Although professional calibration devices such as colorimeters or spectrophotometers provide the best results in terms of color accuracy, you can also achieve a reasonably well-calibrated display using your eyes and some standard images or calibration videos.

Our eyes are very sensitive to color nuances, so we can project an image that contains the primary or even secondary colors and make adjustments in the CMS menu of our projector to achieve the saturation and hue that satisfies us.

With hue, things are relatively simple as we can experiment with a primary color, such as red, to see where we can achieve the best hue for it.

By increasing or decreasing the hue in the CMS menu, we can change the red hue towards its neighboring colors, yellow and magenta.

decreasing red hue leads us to a magenta tint

increasing red hue leads us to an orange/yellow tint 

a balanced red setting leads us to a physical red hue

Saturation is also used to set how intense the color should be. Be careful, because an intense color may be pleasing to the eye, but in reality, it leads to an exaggeration in the lower saturation areas if we overdo it by over-increasing the saturation.

over-saturated red

under-saturated red

The Brightness setting allows you to adjust the brightness of the color. This is perhaps the most difficult setting, as our eyes are not as sensitive to small changes in the brightness of a color as they are to changes in saturation or hue.

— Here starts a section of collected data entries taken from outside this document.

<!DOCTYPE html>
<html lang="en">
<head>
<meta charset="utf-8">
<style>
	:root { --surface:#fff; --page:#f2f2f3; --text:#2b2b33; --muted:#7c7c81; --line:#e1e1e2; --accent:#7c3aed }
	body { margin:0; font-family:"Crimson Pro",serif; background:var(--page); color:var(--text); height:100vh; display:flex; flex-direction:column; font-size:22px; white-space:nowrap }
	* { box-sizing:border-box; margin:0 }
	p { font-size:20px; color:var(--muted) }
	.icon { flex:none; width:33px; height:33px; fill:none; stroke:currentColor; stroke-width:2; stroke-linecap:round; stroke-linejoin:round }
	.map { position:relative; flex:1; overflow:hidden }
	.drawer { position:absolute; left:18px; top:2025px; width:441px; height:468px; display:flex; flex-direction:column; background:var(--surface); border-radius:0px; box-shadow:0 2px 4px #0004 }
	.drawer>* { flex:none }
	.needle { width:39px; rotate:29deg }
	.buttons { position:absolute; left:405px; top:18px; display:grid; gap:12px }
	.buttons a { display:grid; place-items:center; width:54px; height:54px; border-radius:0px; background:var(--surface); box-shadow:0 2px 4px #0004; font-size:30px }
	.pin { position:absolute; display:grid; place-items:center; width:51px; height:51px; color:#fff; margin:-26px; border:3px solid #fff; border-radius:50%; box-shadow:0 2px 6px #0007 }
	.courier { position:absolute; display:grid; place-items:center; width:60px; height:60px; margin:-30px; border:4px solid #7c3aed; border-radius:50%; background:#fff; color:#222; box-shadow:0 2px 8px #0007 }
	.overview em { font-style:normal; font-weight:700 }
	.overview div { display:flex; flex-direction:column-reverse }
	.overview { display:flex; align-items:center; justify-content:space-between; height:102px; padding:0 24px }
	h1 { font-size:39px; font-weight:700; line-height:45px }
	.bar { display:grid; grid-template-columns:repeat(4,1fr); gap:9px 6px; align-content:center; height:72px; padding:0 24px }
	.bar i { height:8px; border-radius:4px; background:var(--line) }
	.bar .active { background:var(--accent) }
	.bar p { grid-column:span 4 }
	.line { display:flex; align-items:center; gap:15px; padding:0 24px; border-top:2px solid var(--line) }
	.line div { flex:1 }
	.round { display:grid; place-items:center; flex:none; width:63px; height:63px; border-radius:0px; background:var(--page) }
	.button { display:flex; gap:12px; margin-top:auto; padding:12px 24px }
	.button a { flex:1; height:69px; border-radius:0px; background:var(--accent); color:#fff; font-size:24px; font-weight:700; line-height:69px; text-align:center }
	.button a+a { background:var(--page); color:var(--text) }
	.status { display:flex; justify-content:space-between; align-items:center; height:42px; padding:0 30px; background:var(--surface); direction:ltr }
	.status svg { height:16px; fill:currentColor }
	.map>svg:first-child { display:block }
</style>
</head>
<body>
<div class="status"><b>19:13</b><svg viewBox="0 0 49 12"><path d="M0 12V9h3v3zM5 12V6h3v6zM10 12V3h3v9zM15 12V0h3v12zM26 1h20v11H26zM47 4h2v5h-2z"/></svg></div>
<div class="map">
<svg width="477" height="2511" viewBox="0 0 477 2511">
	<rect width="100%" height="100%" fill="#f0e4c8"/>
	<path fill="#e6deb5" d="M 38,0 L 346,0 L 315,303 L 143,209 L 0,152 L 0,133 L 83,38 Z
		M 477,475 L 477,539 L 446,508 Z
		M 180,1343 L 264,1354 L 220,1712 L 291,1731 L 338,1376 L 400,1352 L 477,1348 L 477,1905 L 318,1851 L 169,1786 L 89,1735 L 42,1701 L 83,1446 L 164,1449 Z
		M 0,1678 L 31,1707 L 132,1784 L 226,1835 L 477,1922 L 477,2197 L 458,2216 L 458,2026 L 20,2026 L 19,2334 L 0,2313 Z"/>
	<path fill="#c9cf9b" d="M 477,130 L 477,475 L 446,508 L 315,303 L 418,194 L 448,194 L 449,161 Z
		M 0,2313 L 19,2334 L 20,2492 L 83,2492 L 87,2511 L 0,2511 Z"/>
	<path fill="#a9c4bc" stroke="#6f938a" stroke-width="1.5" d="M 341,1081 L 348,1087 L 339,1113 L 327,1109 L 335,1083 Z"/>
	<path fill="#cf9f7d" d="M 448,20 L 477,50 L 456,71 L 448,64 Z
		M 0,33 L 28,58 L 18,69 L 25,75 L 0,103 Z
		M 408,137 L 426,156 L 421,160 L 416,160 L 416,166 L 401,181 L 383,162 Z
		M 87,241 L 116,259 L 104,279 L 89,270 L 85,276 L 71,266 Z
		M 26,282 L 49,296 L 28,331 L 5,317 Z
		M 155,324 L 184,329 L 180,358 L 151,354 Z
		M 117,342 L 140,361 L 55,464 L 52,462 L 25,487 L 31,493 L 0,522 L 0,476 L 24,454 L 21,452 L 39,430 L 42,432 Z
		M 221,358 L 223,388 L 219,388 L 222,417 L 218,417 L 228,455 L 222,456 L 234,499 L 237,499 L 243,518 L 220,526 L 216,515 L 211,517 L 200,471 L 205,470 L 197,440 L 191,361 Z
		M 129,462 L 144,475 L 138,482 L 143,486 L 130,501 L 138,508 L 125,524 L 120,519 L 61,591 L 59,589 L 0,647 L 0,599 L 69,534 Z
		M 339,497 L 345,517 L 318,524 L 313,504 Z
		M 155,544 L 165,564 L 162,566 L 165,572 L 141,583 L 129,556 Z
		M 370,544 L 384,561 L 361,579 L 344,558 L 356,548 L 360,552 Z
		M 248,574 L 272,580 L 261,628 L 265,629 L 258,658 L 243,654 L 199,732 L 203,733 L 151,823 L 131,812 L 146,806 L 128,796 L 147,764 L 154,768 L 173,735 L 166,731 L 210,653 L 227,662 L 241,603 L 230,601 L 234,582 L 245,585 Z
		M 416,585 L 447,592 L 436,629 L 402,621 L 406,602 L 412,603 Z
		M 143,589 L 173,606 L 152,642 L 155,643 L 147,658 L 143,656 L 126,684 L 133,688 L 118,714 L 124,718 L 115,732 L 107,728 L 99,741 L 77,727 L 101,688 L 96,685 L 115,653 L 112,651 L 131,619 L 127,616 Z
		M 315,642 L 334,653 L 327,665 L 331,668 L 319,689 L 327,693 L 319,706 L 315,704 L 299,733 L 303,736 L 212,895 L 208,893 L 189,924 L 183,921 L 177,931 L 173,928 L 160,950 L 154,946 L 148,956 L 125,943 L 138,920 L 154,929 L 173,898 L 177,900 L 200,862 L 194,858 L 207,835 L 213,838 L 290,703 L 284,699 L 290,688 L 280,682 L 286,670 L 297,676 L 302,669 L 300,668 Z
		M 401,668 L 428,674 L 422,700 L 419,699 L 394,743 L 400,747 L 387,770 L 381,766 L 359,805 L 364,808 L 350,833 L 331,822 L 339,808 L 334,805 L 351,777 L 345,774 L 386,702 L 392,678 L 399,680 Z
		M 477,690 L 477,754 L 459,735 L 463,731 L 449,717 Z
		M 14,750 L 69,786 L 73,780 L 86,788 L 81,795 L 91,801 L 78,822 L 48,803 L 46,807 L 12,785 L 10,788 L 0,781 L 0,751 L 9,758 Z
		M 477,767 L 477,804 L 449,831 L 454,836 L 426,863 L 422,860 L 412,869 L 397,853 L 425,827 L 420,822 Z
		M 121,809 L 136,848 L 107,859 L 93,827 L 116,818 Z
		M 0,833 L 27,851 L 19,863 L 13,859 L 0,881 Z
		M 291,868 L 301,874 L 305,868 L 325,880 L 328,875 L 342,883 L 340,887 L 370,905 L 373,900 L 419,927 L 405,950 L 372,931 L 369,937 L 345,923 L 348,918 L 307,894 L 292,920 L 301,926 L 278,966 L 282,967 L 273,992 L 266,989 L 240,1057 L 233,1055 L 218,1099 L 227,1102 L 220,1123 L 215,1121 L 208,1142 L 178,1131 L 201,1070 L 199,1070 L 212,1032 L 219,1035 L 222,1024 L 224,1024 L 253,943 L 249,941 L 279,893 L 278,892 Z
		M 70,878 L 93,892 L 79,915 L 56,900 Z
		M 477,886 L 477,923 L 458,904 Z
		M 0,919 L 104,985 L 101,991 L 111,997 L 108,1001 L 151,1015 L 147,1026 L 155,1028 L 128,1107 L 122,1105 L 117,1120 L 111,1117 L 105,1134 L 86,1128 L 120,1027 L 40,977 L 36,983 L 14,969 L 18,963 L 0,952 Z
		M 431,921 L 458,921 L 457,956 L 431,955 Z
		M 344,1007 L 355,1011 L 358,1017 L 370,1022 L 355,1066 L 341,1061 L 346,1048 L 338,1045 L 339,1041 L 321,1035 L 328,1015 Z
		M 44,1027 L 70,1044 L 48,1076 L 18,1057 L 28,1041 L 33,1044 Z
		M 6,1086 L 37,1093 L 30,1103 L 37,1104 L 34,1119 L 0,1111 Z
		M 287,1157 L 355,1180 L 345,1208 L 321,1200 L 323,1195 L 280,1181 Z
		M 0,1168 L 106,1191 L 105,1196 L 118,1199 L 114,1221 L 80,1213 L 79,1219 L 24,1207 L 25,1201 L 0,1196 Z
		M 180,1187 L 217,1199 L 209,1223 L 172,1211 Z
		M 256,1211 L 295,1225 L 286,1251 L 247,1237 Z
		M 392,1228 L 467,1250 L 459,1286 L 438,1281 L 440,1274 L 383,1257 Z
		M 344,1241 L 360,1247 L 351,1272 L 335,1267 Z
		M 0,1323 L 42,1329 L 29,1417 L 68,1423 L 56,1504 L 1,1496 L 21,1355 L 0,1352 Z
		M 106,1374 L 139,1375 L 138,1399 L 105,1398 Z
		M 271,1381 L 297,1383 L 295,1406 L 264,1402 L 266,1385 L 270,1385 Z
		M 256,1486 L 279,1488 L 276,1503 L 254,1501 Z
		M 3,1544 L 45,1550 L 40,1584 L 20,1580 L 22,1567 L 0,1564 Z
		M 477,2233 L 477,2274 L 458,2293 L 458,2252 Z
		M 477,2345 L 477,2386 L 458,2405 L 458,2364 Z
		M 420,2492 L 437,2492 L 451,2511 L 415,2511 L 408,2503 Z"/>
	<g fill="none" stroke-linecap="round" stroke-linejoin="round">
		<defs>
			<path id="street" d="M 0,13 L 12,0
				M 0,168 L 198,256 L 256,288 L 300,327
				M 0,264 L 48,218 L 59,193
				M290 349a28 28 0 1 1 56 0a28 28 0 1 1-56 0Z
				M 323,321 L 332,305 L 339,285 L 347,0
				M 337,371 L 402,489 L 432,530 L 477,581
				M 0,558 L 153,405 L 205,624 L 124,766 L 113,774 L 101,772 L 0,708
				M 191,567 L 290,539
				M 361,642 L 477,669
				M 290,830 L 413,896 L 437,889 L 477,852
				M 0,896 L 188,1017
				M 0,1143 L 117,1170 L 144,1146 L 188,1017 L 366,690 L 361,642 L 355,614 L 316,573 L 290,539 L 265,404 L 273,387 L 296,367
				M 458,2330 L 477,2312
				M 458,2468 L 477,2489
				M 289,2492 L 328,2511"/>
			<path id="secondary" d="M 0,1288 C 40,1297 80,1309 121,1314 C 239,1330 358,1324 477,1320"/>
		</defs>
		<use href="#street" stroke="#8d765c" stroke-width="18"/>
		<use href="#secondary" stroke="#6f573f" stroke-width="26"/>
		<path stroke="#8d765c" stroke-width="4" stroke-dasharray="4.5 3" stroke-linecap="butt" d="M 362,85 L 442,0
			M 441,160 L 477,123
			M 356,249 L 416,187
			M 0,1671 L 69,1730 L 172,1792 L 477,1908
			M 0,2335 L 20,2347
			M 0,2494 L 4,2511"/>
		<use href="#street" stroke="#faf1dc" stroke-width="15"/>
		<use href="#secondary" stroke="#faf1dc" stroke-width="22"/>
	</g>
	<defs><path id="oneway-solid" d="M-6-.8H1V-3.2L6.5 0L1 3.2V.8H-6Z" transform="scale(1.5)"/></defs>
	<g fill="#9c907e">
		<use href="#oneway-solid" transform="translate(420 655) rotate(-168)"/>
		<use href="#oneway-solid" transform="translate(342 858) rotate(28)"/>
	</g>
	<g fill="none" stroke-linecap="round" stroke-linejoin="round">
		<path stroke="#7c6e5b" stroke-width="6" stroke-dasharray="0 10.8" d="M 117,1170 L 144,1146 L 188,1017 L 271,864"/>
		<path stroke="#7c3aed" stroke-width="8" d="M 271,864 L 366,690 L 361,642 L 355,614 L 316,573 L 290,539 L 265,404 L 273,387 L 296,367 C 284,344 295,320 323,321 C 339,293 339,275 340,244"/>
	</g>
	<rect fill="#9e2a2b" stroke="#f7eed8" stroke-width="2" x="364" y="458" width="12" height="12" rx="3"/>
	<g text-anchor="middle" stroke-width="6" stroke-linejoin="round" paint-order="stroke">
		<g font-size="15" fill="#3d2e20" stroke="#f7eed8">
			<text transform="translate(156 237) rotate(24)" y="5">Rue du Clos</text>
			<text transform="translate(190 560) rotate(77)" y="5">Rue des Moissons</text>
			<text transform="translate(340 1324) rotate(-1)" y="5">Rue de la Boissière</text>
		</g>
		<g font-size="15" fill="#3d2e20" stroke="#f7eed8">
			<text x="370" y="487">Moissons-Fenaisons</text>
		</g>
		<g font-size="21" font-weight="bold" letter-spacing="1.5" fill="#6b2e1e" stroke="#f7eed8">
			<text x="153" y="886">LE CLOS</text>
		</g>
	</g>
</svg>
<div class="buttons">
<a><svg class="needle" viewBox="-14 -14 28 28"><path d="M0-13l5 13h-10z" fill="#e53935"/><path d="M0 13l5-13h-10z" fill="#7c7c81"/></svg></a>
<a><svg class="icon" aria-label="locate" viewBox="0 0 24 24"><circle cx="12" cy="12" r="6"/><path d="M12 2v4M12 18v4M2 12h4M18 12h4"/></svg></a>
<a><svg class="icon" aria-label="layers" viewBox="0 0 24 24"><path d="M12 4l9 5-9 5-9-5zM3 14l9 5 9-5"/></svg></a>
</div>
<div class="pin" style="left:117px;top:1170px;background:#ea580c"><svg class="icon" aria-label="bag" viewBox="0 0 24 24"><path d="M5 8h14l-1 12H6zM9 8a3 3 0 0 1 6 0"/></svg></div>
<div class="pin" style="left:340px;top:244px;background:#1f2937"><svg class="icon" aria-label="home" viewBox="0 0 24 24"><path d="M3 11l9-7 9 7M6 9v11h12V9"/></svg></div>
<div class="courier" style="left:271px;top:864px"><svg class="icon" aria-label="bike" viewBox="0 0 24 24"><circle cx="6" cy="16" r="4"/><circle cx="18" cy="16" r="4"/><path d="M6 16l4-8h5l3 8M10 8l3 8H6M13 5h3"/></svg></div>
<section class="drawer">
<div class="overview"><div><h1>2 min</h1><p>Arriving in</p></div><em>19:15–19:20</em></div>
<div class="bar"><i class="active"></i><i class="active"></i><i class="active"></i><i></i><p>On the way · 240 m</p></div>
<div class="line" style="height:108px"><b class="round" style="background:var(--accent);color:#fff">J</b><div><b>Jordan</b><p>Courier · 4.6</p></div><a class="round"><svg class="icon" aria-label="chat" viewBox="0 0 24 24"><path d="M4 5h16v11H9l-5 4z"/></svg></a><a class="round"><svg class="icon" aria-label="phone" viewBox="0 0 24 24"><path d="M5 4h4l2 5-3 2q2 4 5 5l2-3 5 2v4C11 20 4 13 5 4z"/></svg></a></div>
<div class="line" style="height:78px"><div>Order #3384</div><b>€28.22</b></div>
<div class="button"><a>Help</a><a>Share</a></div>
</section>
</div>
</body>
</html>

Ideally, none of these three settings (hue, saturation, brightness) should affect each other, i.e. if you change the values of one of these parameters, the other two should remain unchanged.

In practice, however, this is not the case and there is a slight change in the other parameters. It therefore makes sense to check the other parameters when making an adjustment to determine whether additional fine-tuning is required.

The AWOL Vision Laser TV projector comes well factory calibrated but now that you understand the color management system and its basic parameters, you can always make small adjustments to your liking. You can set the colors to match your eyes, your room and the content you are projecting.